Data for review>
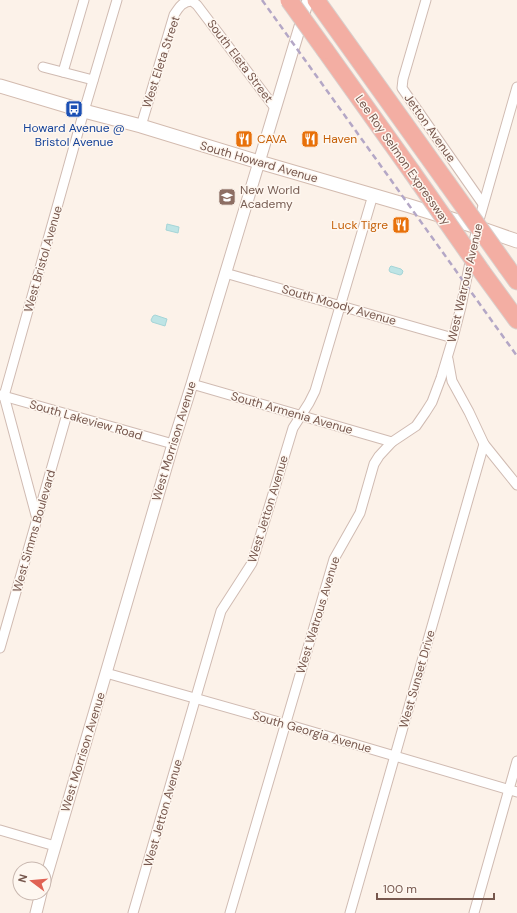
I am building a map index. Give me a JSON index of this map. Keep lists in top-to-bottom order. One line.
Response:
{"streets":{"highway":["Lee Roy Selmon Expressway"],"main road":["South Howard Avenue"],"street":["South Eleta Street","West Eleta Street","Jetton Avenue","West Bristol Avenue","West Watrous Avenue","South Moody Avenue","South Armenia Avenue","South Lakeview Road","West Morrison Avenue","West Jetton Avenue","West Simms Boulevard","West Sunset Drive","South Georgia Avenue"]},"crossings":[["South Eleta Street","West Eleta Street"],["South Eleta Street","West Morrison Avenue"],["West Eleta Street","South Howard Avenue"],["Jetton Avenue","West Watrous Avenue"],["South Howard Avenue","West Bristol Avenue"],["South Howard Avenue","West Watrous Avenue"],["South Howard Avenue","West Morrison Avenue"],["South Howard Avenue","West Jetton Avenue"],["West Bristol Avenue","South Lakeview Road"],["West Watrous Avenue","South Moody Avenue"],["West Watrous Avenue","South Armenia Avenue"],["West Watrous Avenue","South Georgia Avenue"],["South Moody Avenue","West Morrison Avenue"],["South Moody Avenue","West Jetton Avenue"],["South Armenia Avenue","West Morrison Avenue"],["South Armenia Avenue","West Jetton Avenue"],["South Lakeview Road","West Morrison Avenue"],["South Lakeview Road","West Simms Boulevard"],["West Morrison Avenue","South Georgia Avenue"],["West Jetton Avenue","South Georgia Avenue"],["West Sunset Drive","South Georgia Avenue"]],"places":{"bus stop":["Howard Avenue @ Bristol Avenue"],"restaurant":["CAVA","Haven","Luck Tigre"],"school or university":["New World Academy"]},"scale_bar":"100 m","north":"left"}
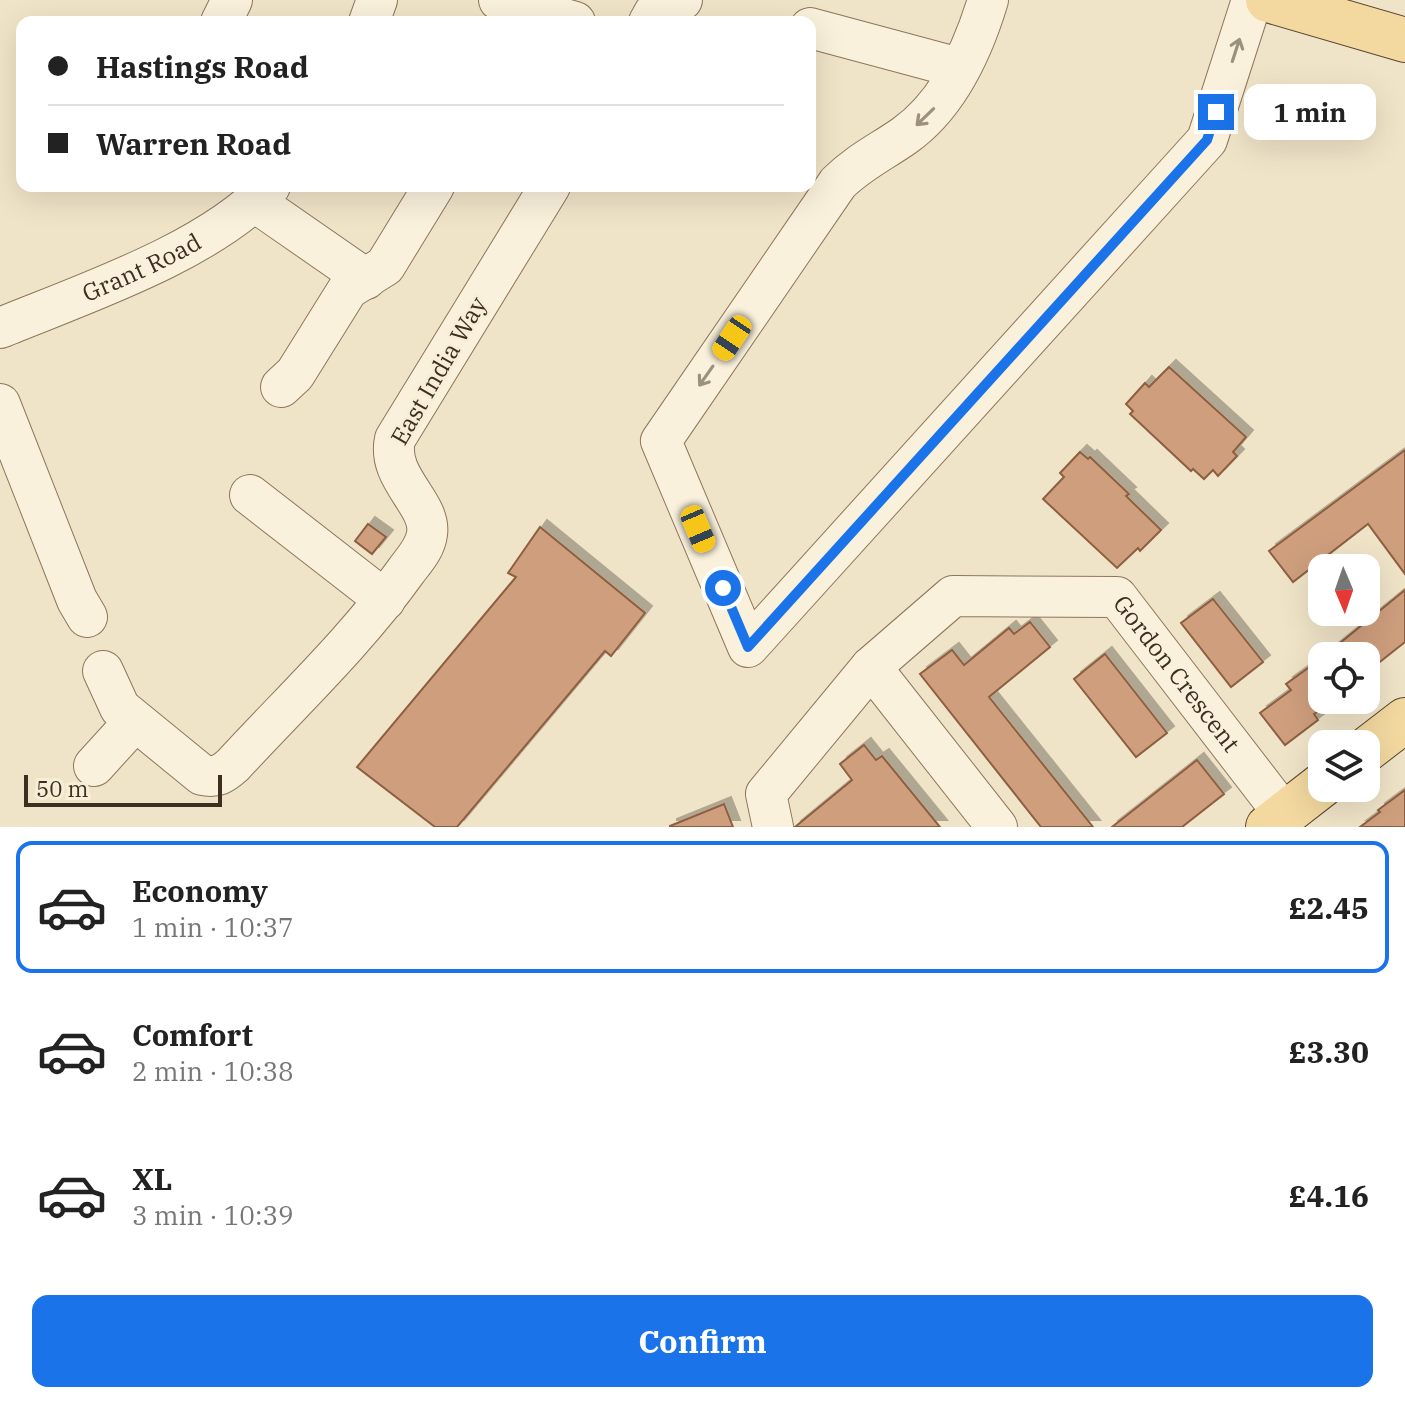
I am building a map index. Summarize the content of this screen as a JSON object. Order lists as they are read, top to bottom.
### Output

Task details> Go through the records above. Copy each line in which the string "bottom" appears.

Response to the task>
I am building a map index. Give me a JSON index of this map. Keep lists in top-to-bottom order. One line.
I am building a map index. Summarize the content of this screen as a JSON object. Order lists as they are read, top to bottom.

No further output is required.